Output the lines from the top of the entries below to the line with "background:var(--page); color:var(--text); height:100vh;", both included, exactly and without pictures.

+++ INPUT RECORDS

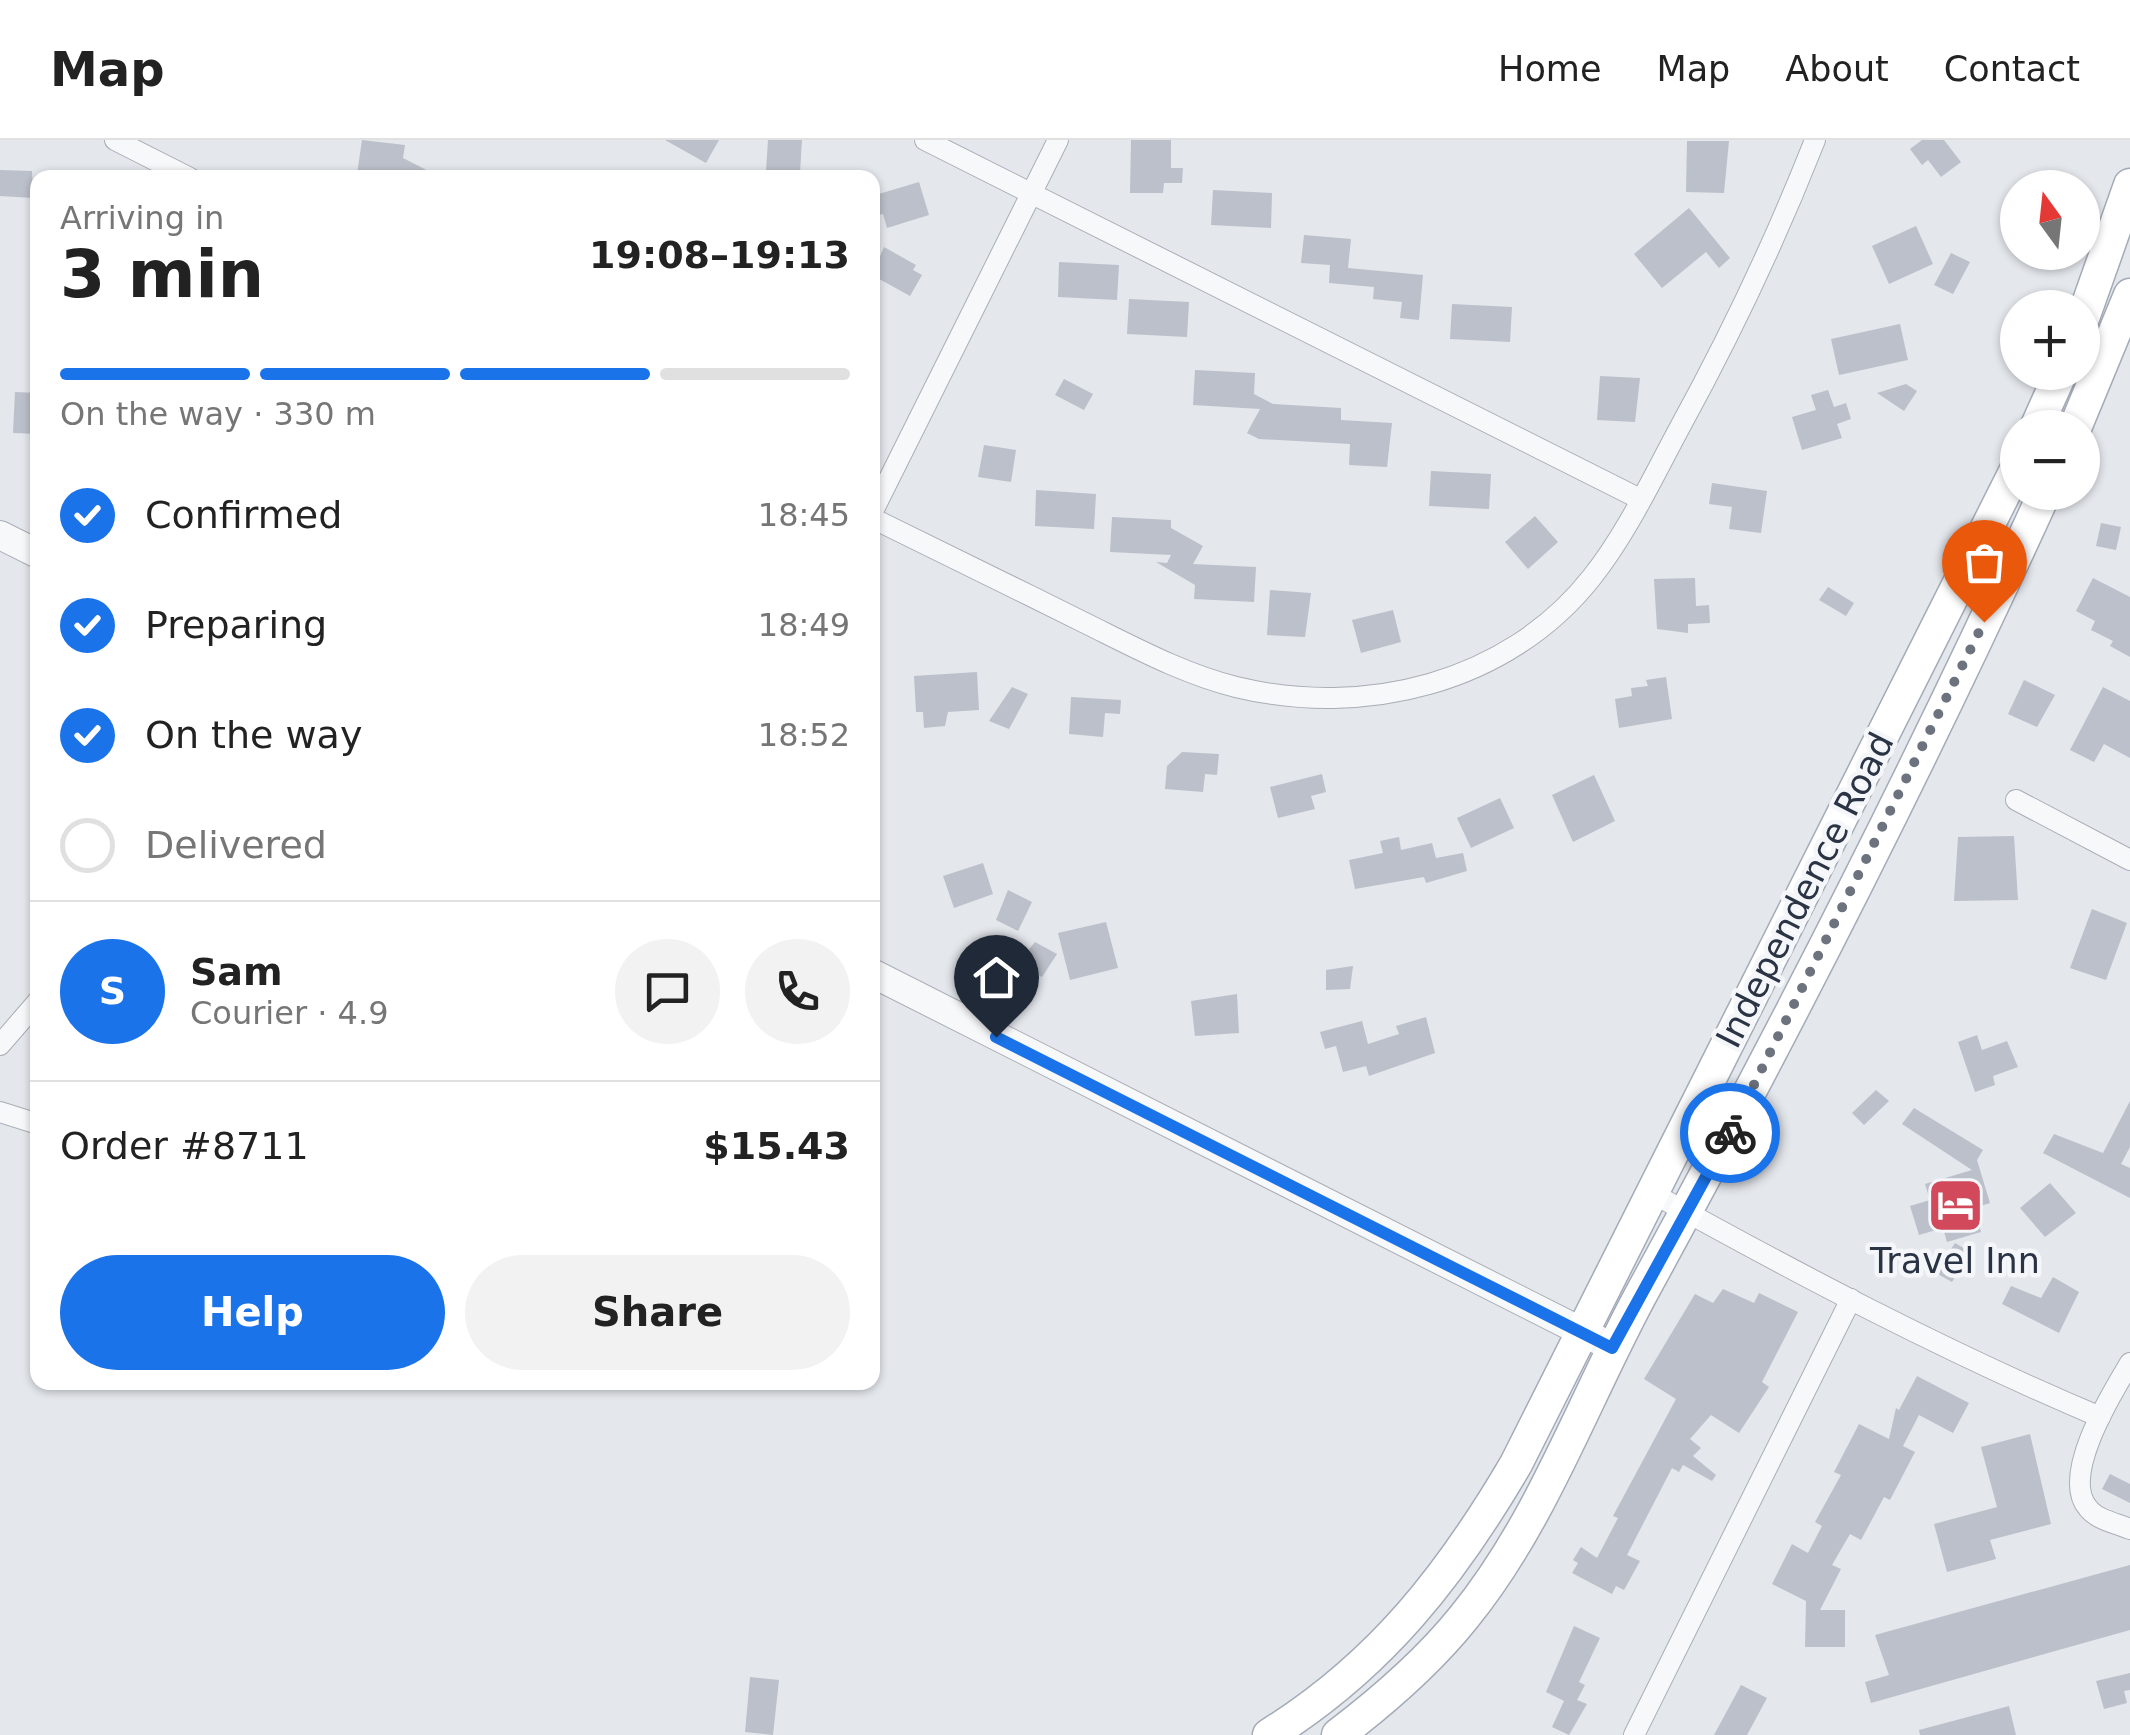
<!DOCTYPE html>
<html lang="en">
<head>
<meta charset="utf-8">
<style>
	:root { --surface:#fff; --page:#f2f2f2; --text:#222; --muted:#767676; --line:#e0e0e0; --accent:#1a73e8 }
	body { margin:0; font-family:"DejaVu Sans",sans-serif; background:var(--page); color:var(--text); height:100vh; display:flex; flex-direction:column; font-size:38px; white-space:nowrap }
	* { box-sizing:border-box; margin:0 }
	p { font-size:32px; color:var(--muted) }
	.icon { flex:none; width:55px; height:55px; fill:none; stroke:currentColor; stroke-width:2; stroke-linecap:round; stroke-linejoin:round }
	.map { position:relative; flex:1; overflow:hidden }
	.panel { position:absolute; left:30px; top:30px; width:850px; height:1220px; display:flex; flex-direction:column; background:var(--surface); border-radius:20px; box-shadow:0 2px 8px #0004 }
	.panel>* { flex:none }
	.needle { width:65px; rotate:345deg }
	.tools { position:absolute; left:2000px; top:30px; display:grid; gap:20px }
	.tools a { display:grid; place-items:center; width:100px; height:100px; border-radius:50%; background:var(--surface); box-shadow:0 2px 8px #0004; font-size:50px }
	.pin { position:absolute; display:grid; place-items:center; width:85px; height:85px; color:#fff; margin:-102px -42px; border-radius:50% 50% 50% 0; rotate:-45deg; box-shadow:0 0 10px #0007 }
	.pin .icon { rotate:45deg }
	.courier { position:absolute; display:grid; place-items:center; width:100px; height:100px; margin:-50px; border:8px solid #1a73e8; border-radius:50%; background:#fff; color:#222; box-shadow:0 2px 12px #0007 }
	.headline em { font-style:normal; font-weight:700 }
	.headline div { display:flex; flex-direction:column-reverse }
	.headline { display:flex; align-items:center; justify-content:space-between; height:170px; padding:0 30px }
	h1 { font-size:65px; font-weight:700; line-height:75px }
	.bar { display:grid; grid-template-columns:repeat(4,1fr); gap:15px 10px; align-content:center; height:120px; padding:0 30px }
	.bar i { height:12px; border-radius:8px; background:var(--line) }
	.bar .active { background:var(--accent) }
	.bar p { grid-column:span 4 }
	.line { display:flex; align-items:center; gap:25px; padding:0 30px; border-top:2px solid var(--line) }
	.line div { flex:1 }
	.round { display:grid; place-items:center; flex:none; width:105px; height:105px; border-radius:52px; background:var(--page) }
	ol { padding:0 30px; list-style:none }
	li { display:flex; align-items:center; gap:30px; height:110px }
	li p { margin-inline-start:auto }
	li .icon { padding:10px; border-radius:50%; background:var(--accent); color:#fff; stroke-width:4 }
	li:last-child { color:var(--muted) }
	li i { width:55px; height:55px; border:5px solid var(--line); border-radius:50% }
	.primary-button { display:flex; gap:20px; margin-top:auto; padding:20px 30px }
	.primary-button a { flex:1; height:115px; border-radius:60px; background:var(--accent); color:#fff; font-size:40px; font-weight:700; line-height:115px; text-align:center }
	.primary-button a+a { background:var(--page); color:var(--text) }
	header { display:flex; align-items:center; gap:60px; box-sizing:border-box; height:140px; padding:0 50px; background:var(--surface); border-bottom:2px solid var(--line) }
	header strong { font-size:48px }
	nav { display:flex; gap:55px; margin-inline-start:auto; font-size:35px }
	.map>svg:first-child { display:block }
</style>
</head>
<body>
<header>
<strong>Map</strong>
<nav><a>Home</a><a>Map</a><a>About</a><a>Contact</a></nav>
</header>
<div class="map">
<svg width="2130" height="1595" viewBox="0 0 2130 1595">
	<rect width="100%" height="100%" fill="#e4e7ec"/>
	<g fill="#bbc0ca">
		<polygon points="362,0 405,5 403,18 442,38 357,34"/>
		<polygon points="665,0 719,0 706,23"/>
		<polygon points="768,0 802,0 800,33 766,31"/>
		<polygon points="1131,0 1171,0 1171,28 1183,28 1182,43 1164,43 1163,53 1130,53"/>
		<polygon points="1922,0 1944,0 1961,22 1941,37 1928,20 1922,25 1910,9"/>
		<polygon points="1687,1 1729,1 1724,53 1686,52"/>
		<polygon points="0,30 32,31 33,58 0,56"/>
		<polygon points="919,42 929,75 887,88 883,74 872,77 872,56"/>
		<polygon points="1213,50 1272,53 1271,88 1211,85"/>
		<polygon points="1689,68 1730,118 1719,128 1706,112 1662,148 1634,114"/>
		<polygon points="1916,86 1933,124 1889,144 1872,106"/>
		<polygon points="1304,95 1351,99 1348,128 1423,135 1419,180 1400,178 1402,162 1373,159 1374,147 1329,143 1330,125 1301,123"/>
		<polygon points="884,107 916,125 913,130 922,135 910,156 872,135"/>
		<polygon points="1951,113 1970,122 1953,154 1934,145"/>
		<polygon points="1059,122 1119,125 1117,160 1058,157"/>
		<polygon points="1129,159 1189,162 1187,197 1127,194"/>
		<polygon points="1452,164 1512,167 1510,202 1450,199"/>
		<polygon points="1900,184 1908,220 1839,235 1831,199"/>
		<polygon points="1195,230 1255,233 1254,254 1273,264 1341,268 1341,280 1392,283 1387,327 1349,325 1350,304 1259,299 1247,293 1260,269 1193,265"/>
		<polygon points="1600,236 1640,238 1635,282 1597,280"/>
		<polygon points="1064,239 1093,254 1084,270 1055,255"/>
		<polygon points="1906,244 1917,251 1904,271 1877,253"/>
		<polygon points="1828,250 1834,267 1846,263 1851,279 1837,284 1842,298 1802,310 1792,277 1816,270 1811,255"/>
		<polygon points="15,252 38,253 38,294 13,293"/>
		<polygon points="984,305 1016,310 1011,342 978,337"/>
		<polygon points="1431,331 1491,334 1489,369 1429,366"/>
		<polygon points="1712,343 1767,351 1761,393 1729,389 1732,367 1709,364"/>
		<polygon points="1036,350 1096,354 1094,389 1035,386"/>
		<polygon points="1535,376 1558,402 1528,429 1505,402"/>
		<polygon points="1112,377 1171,380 1171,388 1203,406 1193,424 1256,427 1254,462 1194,459 1195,445 1156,422 1167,423 1171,415 1110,412"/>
		<polygon points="2101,383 2121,387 2116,410 2096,406"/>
		<polygon points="1695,438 1696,466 1709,465 1710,483 1688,484 1688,493 1657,489 1654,439"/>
		<polygon points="2093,438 2130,457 2130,517 2110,506 2113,501 2091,490 2095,481 2076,471"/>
		<polygon points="1828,447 1854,463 1846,476 1819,460"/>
		<polygon points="1270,450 1311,453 1305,497 1267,495"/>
		<polygon points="1393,470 1401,502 1361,513 1352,480"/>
		<polygon points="977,532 979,570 948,572 945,586 924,588 923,572 916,572 914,536"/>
		<polygon points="1666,537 1672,579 1619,588 1615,559 1632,556 1631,548 1648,546 1646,540"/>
		<polygon points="2024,540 2055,555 2037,587 2008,574"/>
		<polygon points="1012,547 1028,554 1009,589 989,581"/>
		<polygon points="2103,547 2130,561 2130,618 2104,604 2094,622 2070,610"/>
		<polygon points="1071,557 1121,560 1120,574 1105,573 1103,597 1069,594"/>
		<polygon points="1182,612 1219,614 1217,635 1205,634 1203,652 1165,649 1167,626"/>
		<polygon points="1322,634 1326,652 1311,656 1315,669 1278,678 1270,647"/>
		<polygon points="1594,635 1615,681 1573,702 1552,655"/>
		<polygon points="1500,658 1514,688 1471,708 1457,678"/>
		<polygon points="2014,696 2018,760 1954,761 1958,697"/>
		<polygon points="1399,697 1401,710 1432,703 1436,718 1463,713 1467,731 1426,743 1424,737 1355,749 1349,720 1383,713 1380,701"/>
		<polygon points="983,723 993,754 954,768 943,736"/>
		<polygon points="1008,750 1032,762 1018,791 996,780"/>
		<polygon points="2092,769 2127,783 2106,840 2070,828"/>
		<polygon points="1106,782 1118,828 1070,840 1058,793"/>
		<polygon points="1035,802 1057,814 1042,837 1017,824"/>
		<polygon points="1353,826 1350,849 1326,850 1326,830"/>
		<polygon points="1237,854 1239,893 1195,896 1191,861"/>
		<polygon points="1426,877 1435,913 1369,936 1366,926 1343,932 1336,906 1325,909 1320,892 1362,881 1368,904 1399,894 1396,886"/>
		<polygon points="1977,895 1982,910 2007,901 2018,927 1993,936 1995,945 1975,952 1958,902"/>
		<polygon points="1876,950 1889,961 1864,985 1852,973"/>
		<polygon points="2130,961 2130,1007 2121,1024 2130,1028 2130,1058 2043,1013 2054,994 2103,1013"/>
		<polygon points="1914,968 1983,1010 1977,1020 1990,1063 1974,1068 1981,1092 1947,1102 1943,1088 1919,1095 1910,1066 1930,1060 1925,1044 1972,1030 1902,984"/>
		<polygon points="2050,1043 2076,1073 2045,1097 2020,1068"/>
		<polygon points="1955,1103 1970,1112 1952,1142 1936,1133"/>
		<polygon points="2053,1137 2079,1152 2059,1193 2002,1164 2011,1146 2041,1158"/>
		<polygon points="1723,1149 1754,1163 1759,1153 1798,1172 1762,1242 1769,1247 1739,1293 1711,1275 1690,1299 1701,1308 1693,1316 1716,1335 1712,1341 1683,1325 1679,1332 1672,1328 1627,1415 1640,1421 1624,1450 1616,1446 1612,1454 1572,1433 1578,1423 1573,1420 1581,1407 1597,1418 1618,1378 1613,1376 1676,1259 1644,1239 1695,1154 1713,1163"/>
		<polygon points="1917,1236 1969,1263 1953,1293 1919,1275 1903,1306 1915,1312 1890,1360 1884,1357 1861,1400 1850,1394 1832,1425 1841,1429 1820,1470 1845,1470 1845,1507 1805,1507 1806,1461 1772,1444 1792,1404 1808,1413 1822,1386 1815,1382 1841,1335 1834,1332 1859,1284 1889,1299 1896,1268 1899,1270"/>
		<polygon points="2030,1294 2051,1384 1990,1400 1996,1419 1947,1432 1934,1384 1997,1367 1981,1307"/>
		<polygon points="2110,1334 2130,1344 2130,1363 2102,1349"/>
		<polygon points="2130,1425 2130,1490 1871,1563 1865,1542 1889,1535 1875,1495"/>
		<polygon points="1574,1486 1600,1498 1579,1542 1585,1545 1577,1560 1587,1564 1569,1595 1552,1587 1564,1561 1546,1552"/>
		<polygon points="2130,1533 2130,1550 2124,1551 2127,1563 2104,1569 2096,1541"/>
		<polygon points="750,1537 779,1540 773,1595 745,1592"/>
		<polygon points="1741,1545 1767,1558 1747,1595 1714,1595"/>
		<polygon points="2009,1566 2016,1595 1920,1595 1919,1590"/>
	</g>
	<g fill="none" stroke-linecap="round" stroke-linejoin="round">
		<defs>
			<g id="minor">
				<polyline points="115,0 190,38"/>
				<polyline points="925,0 1640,359"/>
				<polyline points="872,373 1058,0"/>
				<path d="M872,378c71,35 141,69 211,104 49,24 100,52 153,65 127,31 272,-3 356,-110 35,-44 61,-100 88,-150 51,-93 96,-188 135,-287"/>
				<polyline points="2016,660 2130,720"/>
				<polyline points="0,905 38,861"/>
				<polyline points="0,972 38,984"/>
				<path d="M1652,1053c146,81 294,159 448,224"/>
				<path d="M2130,1223c-18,30 -70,113 -42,145 9,12 28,15 42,21"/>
				<polyline points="1634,1595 1851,1159"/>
			</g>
			<g id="tertiary">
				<polyline points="0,395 38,414"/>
				<polyline points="872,833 1612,1207"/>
			</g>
			<g id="primary">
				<polyline points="2082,181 2130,45"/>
				<polyline points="2036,288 2061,232"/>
				<polyline points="2075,288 2130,155"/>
				<path d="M1269,1595c111,-69 182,-160 247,-271l502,-998"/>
				<path d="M1338,1595c46,-35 90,-73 126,-118 79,-97 121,-221 181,-330 142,-260 277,-525 400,-795"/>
			</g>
		</defs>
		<use href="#minor" stroke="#a9aeb7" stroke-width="22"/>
		<use href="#tertiary" stroke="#a9aeb7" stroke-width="30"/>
		<use href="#primary" stroke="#a3abb8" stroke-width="35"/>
		<use href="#minor" stroke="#f7f8fa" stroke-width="20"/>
		<use href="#tertiary" stroke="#f7f8fa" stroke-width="28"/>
		<use href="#primary" stroke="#fff" stroke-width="32"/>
	</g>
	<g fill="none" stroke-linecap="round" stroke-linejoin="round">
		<polyline stroke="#6c737f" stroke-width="10" stroke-dasharray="0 18" points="1730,993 1984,482"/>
		<polyline stroke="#1a73e8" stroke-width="12" points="996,897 1612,1208 1730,993"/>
	</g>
	<defs>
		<symbol id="hotel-square" viewBox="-11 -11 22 22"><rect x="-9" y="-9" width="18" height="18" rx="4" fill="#d1495b" stroke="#f4f6f9"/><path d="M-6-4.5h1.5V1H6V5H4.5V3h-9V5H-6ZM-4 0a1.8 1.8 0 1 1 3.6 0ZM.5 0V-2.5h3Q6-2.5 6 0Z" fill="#fff"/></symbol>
	</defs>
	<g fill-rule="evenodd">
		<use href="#hotel-square" x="1924" y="1034" width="63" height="63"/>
	</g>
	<g text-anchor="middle" stroke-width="9" stroke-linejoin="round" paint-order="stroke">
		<g font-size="35" fill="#2b3445" stroke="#f4f6f9">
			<text transform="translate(1805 750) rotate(-63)" y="12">Independence Road</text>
		</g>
		<g font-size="35" fill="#2b3445" stroke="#f4f6f9">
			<text x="1955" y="1133">Travel Inn</text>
		</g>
	</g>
</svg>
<div class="tools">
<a><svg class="needle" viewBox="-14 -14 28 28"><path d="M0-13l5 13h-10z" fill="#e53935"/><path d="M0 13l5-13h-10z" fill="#767676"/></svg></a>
<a>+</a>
<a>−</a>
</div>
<div class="pin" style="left:1984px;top:482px;background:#ea580c"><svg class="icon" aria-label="bag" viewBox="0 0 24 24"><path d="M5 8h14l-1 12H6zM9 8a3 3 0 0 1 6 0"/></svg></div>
<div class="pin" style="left:996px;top:897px;background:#1f2937"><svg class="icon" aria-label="home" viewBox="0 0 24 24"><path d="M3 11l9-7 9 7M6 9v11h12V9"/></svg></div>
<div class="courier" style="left:1730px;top:993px"><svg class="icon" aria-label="bike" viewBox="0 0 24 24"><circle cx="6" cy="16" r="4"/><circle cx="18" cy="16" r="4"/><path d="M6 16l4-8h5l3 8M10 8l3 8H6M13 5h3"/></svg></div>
<section class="panel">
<div class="headline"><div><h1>3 min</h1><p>Arriving in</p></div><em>19:08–19:13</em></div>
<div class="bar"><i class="active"></i><i class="active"></i><i class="active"></i><i></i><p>On the way · 330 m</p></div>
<ol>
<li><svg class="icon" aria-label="check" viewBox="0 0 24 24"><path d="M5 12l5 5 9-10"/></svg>Confirmed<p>18:45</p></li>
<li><svg class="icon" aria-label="check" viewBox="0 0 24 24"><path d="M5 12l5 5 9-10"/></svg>Preparing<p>18:49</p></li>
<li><svg class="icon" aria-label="check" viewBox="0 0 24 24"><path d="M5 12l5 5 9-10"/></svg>On the way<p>18:52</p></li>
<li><i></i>Delivered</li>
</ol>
<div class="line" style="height:180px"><b class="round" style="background:var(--accent);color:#fff">S</b><div><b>Sam</b><p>Courier · 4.9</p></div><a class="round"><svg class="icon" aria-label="chat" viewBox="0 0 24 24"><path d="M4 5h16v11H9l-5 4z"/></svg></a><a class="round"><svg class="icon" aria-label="phone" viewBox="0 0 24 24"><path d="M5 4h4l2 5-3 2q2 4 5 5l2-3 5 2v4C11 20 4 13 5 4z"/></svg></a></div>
<div class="line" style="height:130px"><div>Order #8711</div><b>$15.43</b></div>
<div class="primary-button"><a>Help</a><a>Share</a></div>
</section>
</div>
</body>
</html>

++++++

(ANSWER AREA):
<!DOCTYPE html>
<html lang="en">
<head>
<meta charset="utf-8">
<style>
	:root { --surface:#fff; --page:#f2f2f2; --text:#222; --muted:#767676; --line:#e0e0e0; --accent:#1a73e8 }
	body { margin:0; font-family:"DejaVu Sans",sans-serif; background:var(--page); color:var(--text); height:100vh; display:flex; flex-direction:column; font-size:38px; white-space:nowrap }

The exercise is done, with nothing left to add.